In yesterday’s post, I wrote about the importance of practicing distinct sections of music to aid learning and memorization. 

However, one element of music composition works against us as we prepare and learn music: repeated sections.  Most pieces contain musical material that keeps coming back throughout.  So, if we break up the music based on the sections as they fall in order in the composition, some portions of the music will get practiced much, much more than other portions.

For example, many jazz standards are AABA form, where the B section is the bridge.  If you practice each section equally, you are playing through three A sections for every one B section.

Pop and rock songs usually have verse, chorus, and bridge sections, with both the verse and the chorus coming up multiple times.  The chorus also generally repeats over and over and fades at the end of the song.  Again, practicing all sections equally means that you’ll spend much less time working on the bridge than you will on either the verses or the chorus.

Sonata form has the exposition, development, and recapitulation sections, and the recapitulation restates the exposition.  Essentially, the ending sounds like the beginning.  You’ll need to make sure the development section gets the exposure your brain needs to place it into your memory.

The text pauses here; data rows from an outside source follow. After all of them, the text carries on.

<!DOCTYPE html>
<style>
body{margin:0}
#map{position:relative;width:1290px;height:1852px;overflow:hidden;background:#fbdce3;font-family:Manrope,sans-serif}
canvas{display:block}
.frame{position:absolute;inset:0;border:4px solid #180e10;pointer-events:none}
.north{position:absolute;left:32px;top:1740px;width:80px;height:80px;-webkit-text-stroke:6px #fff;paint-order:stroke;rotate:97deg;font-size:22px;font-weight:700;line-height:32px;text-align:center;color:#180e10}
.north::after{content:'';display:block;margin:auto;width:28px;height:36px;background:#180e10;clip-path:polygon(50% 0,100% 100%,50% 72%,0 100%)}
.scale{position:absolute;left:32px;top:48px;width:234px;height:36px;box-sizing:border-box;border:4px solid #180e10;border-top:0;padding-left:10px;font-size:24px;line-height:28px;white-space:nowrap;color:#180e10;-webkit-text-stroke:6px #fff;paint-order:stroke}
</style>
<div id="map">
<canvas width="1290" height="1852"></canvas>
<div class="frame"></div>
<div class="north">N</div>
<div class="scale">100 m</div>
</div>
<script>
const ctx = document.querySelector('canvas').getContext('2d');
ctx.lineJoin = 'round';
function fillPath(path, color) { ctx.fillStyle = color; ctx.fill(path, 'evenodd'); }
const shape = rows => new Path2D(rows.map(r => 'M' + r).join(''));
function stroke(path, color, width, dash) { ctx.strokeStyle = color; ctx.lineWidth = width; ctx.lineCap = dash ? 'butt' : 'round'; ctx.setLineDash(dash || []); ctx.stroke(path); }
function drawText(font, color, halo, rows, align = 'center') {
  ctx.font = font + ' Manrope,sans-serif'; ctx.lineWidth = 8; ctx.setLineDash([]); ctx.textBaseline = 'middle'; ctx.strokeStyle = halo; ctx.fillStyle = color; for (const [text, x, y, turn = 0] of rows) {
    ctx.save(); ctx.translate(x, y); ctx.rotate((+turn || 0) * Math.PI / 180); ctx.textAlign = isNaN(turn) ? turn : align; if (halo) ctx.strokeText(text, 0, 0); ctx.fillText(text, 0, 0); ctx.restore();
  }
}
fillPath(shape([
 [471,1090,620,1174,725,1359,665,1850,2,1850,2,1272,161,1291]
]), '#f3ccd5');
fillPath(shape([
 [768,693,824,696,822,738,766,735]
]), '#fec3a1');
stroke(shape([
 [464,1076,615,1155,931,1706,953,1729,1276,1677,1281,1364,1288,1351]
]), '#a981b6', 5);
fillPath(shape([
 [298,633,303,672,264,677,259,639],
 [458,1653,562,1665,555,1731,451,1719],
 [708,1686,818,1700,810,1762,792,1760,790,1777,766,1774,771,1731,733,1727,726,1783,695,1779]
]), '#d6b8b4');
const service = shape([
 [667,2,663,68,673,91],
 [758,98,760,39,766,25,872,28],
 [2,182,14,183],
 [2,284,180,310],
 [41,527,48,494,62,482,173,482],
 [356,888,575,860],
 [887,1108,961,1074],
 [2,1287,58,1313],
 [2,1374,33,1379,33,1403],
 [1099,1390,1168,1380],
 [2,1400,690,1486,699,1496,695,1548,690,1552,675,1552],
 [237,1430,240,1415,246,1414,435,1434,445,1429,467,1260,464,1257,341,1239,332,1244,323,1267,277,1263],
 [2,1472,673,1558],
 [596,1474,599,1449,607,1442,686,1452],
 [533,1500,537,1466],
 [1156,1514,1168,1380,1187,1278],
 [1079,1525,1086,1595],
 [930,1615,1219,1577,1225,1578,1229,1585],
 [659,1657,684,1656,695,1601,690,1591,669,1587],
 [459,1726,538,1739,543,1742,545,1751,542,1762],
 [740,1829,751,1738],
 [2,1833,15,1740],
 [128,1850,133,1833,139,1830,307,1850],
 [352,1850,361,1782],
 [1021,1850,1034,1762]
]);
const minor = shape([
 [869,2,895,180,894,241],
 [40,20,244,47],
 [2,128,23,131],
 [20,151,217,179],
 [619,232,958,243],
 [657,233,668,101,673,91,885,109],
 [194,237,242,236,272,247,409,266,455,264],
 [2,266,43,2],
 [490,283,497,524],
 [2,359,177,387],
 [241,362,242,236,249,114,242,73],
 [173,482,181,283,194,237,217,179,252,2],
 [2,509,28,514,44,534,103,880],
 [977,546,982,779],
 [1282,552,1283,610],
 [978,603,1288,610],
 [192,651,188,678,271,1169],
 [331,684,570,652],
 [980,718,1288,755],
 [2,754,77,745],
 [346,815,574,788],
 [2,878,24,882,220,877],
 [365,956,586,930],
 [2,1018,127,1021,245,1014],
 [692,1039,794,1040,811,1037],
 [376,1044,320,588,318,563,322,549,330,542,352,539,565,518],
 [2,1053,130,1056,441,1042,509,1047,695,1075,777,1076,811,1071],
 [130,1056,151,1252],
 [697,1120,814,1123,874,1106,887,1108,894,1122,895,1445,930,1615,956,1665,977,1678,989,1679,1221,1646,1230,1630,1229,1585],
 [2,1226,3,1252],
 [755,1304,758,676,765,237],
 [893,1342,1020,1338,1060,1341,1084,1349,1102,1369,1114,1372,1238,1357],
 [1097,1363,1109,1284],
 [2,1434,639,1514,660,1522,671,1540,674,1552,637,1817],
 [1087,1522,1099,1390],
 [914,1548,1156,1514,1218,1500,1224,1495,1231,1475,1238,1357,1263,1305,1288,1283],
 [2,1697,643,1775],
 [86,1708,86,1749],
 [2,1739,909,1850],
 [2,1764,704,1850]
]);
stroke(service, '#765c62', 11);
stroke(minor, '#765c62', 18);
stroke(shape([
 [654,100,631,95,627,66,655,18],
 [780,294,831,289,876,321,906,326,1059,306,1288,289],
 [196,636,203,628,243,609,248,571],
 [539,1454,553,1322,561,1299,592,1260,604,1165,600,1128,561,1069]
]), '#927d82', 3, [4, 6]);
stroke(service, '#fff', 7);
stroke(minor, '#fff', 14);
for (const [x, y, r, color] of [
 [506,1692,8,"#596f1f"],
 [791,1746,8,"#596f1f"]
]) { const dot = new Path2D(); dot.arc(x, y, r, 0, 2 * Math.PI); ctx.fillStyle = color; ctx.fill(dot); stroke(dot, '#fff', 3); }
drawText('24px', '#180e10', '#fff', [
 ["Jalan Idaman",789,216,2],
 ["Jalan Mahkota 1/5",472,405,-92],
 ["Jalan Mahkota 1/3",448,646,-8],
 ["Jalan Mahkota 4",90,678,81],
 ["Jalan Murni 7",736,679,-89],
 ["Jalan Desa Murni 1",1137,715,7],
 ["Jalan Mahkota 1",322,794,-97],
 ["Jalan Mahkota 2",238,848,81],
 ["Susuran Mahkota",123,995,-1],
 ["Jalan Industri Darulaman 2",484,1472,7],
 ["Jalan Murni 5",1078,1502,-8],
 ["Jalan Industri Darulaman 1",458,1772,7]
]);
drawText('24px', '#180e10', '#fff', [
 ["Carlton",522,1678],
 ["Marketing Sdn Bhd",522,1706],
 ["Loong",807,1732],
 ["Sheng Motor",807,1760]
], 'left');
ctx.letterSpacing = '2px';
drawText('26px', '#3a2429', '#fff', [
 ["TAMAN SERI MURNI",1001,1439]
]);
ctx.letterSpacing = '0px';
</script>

If you practice each section equally, you will be shortchanging yourself (and your memory) on the sections that show up less frequently.  This means that not all sections are created equal.  Certain portions of the music will simply need more practice time than others if you want to learn every bit of your music well.

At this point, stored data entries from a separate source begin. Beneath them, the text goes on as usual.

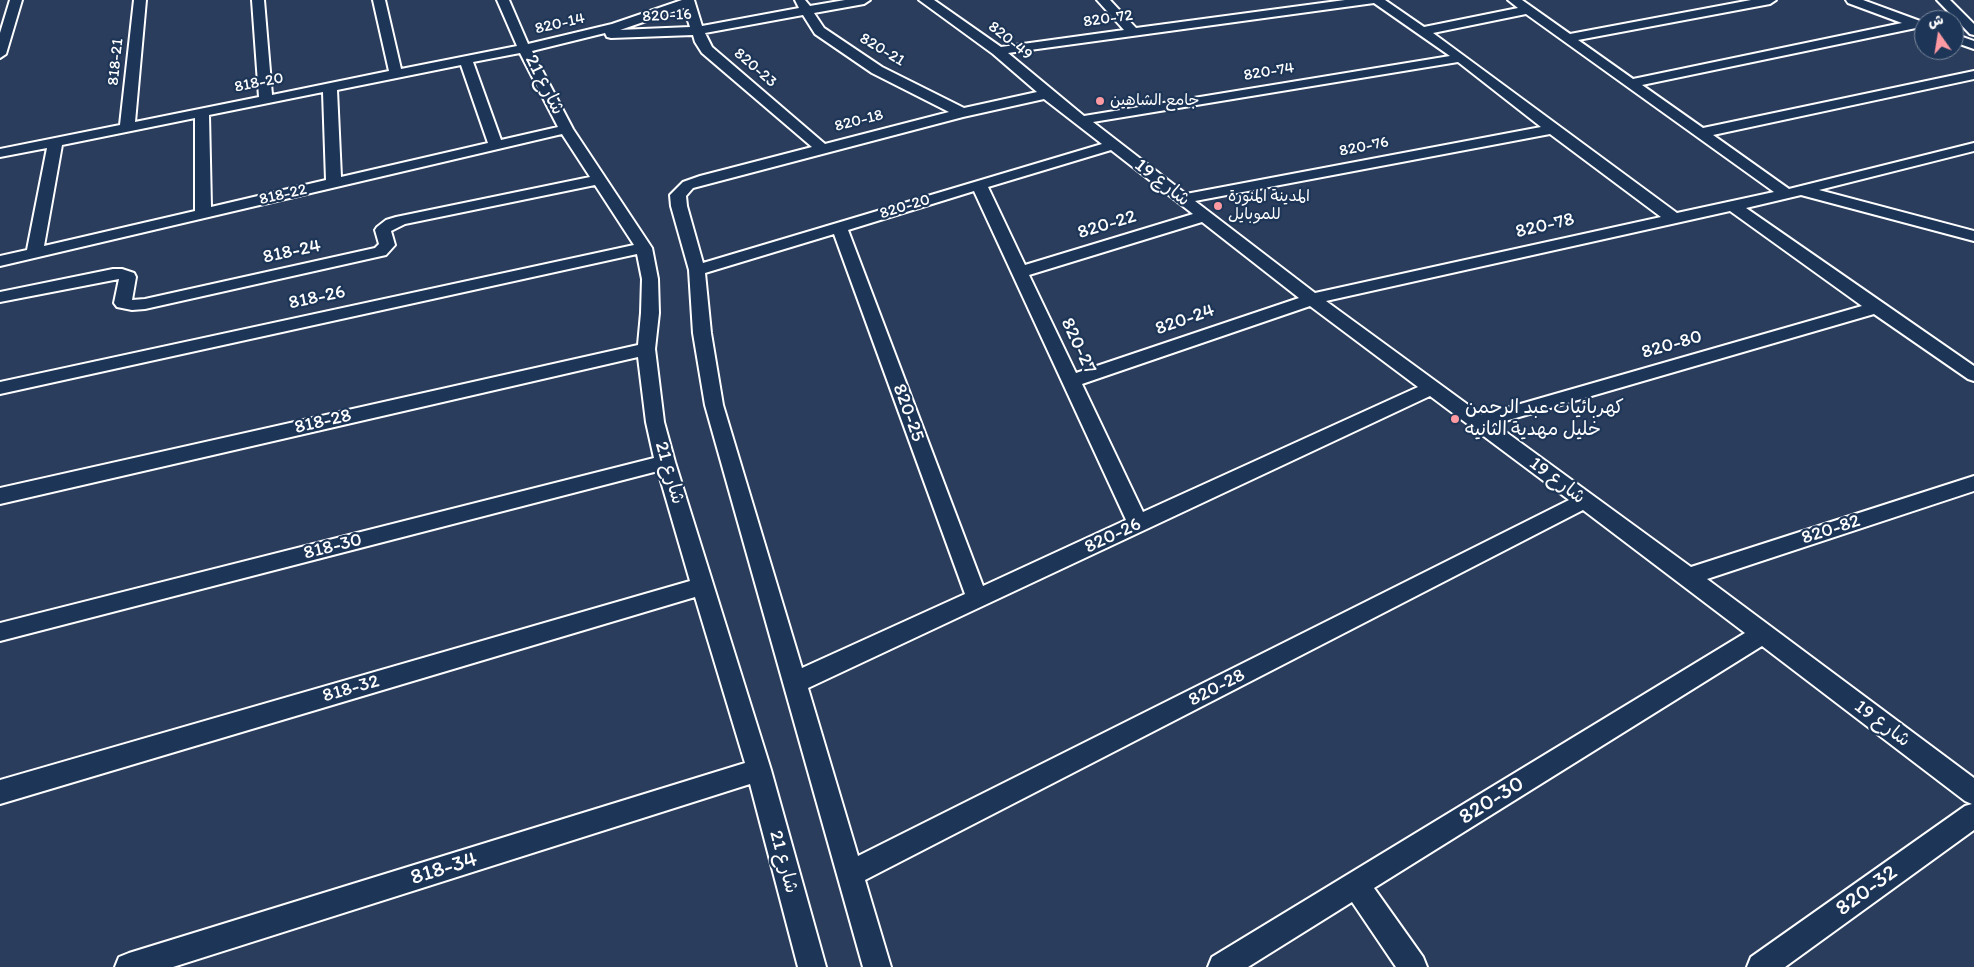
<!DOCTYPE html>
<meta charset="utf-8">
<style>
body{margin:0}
#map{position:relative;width:1974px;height:967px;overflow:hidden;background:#2b3d5c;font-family:Itim,"Playpen Sans Arabic",sans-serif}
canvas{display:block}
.north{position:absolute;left:1914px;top:10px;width:50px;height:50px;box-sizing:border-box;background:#1d3557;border:1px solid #77869a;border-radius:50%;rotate:347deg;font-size:14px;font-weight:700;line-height:20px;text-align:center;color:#fff}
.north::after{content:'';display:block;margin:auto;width:18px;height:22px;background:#ff9aa2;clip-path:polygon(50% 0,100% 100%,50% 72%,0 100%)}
</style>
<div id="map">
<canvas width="1974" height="967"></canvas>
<div class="north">ش</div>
</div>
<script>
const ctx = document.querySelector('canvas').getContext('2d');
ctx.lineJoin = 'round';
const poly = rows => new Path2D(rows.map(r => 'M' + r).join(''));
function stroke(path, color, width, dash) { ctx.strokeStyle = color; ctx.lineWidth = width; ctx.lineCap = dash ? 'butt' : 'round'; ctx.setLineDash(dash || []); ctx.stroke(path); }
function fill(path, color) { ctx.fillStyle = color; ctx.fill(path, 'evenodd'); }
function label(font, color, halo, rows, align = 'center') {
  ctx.font = font + ' Itim,"Playpen Sans Arabic",sans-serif'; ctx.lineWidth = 4.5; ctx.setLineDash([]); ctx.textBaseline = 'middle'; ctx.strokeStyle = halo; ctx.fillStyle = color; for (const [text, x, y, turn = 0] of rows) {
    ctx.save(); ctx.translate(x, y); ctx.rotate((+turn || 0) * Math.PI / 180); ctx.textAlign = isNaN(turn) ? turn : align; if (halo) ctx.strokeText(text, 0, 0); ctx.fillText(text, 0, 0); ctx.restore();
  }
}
const street = poly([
 [10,0,22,0,6,54,0,58,0,33,10,0],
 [134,0,146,0,135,122,259,97,252,0,264,0,272,95,389,71,373,0,385,0,401,69,517,46,497,0,509,0,528,44,612,24,682,0,694,0,702,26,799,8,795,0,805,0,810,6,845,0,870,0,864,4,814,13,824,28,882,67,964,108,1037,92,993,54,919,0,934,0,1001,47,1124,30,1097,0,1110,0,1136,28,1345,0,1385,0,1424,27,1518,8,1508,0,1522,0,1570,34,1751,0,1776,0,1770,4,1578,40,1633,79,1902,23,1848,3,1846,0,1863,0,1920,21,1922,24,1920,27,1916,28,1642,85,1703,128,1974,71,1974,79,1713,135,1789,189,1974,143,1974,151,1819,190,1974,231,1974,241,1801,195,1746,208,1974,366,1974,381,1968,379,1874,314,1495,424,1691,567,1974,476,1974,491,1707,579,1974,778,1974,830,1785,967,1747,967,1751,957,1965,806,1972,804,1965,801,1762,646,1374,888,1423,957,1427,967,1396,967,1352,902,1248,967,1208,967,1212,957,1745,633,1583,510,865,880,891,967,863,967,705,405,693,333,689,270,671,206,670,195,683,182,700,176,812,147,702,53,695,42,693,35,611,38,607,37,605,33,532,51,573,129,652,248,658,279,659,313,655,349,664,422,675,462,771,770,826,967,798,967,750,784,173,967,115,967,119,957,129,953,745,763,695,597,0,804,0,780,690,581,658,471,0,641,0,623,654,458,646,422,638,357,0,504,0,488,638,345,641,313,642,279,637,254,0,394,0,382,634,245,595,185,405,224,391,231,395,245,386,255,145,309,132,310,117,307,114,303,119,279,0,302,0,292,113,269,122,269,134,273,136,277,132,300,145,299,375,248,379,244,375,230,377,227,386,220,396,217,590,177,562,134,0,266,0,256,27,250,47,148,0,157,0,149,120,125,134,0],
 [1374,3,1450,56,1084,116,1008,53,1374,3],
 [684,8,690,27,619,30,620,30,684,8],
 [1526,14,1774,192,1677,213,1433,33,1526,14],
 [803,15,815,34,872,73,949,112,825,144,712,47,705,33,803,15],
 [520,53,558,127,501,140,473,62,520,53],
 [1458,62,1541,127,1186,194,1093,122,1458,62],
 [461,65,488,143,341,177,337,90,461,65],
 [323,92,326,180,211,207,209,115,323,92],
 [1044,99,1102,144,703,263,687,206,686,196,693,188,963,117,1044,99],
 [195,118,195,211,44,246,62,145,195,118],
 [1550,134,1661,217,1315,293,1195,201,1550,134],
 [1111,150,1193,214,1025,265,988,187,1111,150],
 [974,191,1126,520,983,586,848,230,974,191],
 [1730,211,1862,306,1482,415,1326,301,1730,211],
 [1202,222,1299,298,1076,373,1029,275,1202,222],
 [834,234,965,594,802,668,723,405,711,333,705,273,834,234],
 [1310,306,1418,387,1143,512,1082,384,1310,306],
 [1430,396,1569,500,858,856,808,688,1430,396],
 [1937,0,1950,0,1974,24,1974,35,1970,34,1937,0],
 [1954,34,1974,41,1974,49,1954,42,1954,34]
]);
const markers = [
 [1100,101,5,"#ff9aa2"],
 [1218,206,5,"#ff9aa2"],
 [1455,419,5,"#ff9aa2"]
];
const farStreetnames = [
 ["820-16",667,16,-3],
 ["820-72",1108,19,-8],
 ["820-14",560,24,-13],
 ["820-49",1010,41,39],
 ["820-21",882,50,31],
 ["818-21",116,62,-84],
 ["820-23",755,68,41],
 ["820-74",1269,72,-9],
 ["818-20",259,83,-11],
 ["820-18",859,121,-14],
 ["820-76",1364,147,-11],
 ["818-22",283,195,-13],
 ["820-20",905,207,-17]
];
const farPoinames = [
 ["جامع الشاهين",1110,101],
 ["المدينة المنورة",1228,197],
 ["للموبايل",1228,215]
];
const streetNames = [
 ["شارع 21",544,85,63],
 ["شارع 19",1162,183,38],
 ["820-22",1107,225,-17],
 ["820-78",1545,226,-13],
 ["818-24",292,252,-12],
 ["818-26",317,298,-12],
 ["820-24",1185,320,-19],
 ["820-80",1672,345,-16],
 ["820-27",1078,346,65],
 ["820-25",908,413,70],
 ["818-28",323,422,-13],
 ["شارع 21",669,473,74],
 ["شارع 19",1557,481,37],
 ["820-82",1831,530,-18],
 ["820-26",1113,536,-25],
 ["818-30",333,547,-14],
 ["820-28",1217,688,-27],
 ["818-32",351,689,-16],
 ["شارع 19",1882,724,37],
 ["شارع 21",783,862,75]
];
const poiNames = [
 ["كهربائيات عبد الرحمن",1465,408],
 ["خليل مهدية الثانيه",1465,430]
];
const nearStreetnames = [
 ["820-30",1492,801,-32],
 ["818-34",444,869,-17],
 ["820-32",1867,891,-36]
];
stroke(street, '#fff', 4);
fill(street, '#1d3557');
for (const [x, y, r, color] of markers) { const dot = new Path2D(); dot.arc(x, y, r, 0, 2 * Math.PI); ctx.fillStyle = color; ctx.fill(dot); stroke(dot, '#1d3557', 2); }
label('16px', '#fff', '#1d3557', farStreetnames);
label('16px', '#fff', '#1d3557', farPoinames, 'left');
label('19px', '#fff', '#1d3557', streetNames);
label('19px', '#fff', '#1d3557', poiNames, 'left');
label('22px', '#fff', '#1d3557', nearStreetnames);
</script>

Another reason it’s important to give the less frequent sections of music more attention is that they usually contain the most demanding musical material.  If you want to learn all the bits of your music equally well, the difficult portions will simply need more time and care while you’re practicing.

Your performances will improve dramatically when you have total control over every section of your music.  Give the middle sections–which don’t get repeated as often as the material at the beginning and the end of most compositions–the attention they deserve.